• _Data for analysis_:
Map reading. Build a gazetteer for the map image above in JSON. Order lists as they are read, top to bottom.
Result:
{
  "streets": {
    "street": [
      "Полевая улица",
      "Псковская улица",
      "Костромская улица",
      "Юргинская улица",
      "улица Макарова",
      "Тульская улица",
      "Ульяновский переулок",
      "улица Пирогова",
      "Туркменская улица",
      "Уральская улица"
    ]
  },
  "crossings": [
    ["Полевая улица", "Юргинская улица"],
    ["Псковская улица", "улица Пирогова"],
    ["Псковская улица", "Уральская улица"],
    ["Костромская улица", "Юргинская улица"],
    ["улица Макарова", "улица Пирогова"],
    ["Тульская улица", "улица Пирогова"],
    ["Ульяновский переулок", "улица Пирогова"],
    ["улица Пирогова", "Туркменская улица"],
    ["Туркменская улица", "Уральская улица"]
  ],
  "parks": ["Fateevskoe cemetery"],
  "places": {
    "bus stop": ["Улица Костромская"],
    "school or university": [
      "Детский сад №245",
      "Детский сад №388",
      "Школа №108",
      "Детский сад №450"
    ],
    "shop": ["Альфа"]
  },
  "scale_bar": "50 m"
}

• _What the task asks_: Where the string "Пирогова" occurs in the data, return the whole line.

• _Task answer_:
      "улица Пирогова",
    ["Псковская улица", "улица Пирогова"],
    ["улица Макарова", "улица Пирогова"],
    ["Тульская улица", "улица Пирогова"],
    ["Ульяновский переулок", "улица Пирогова"],
    ["улица Пирогова", "Туркменская улица"],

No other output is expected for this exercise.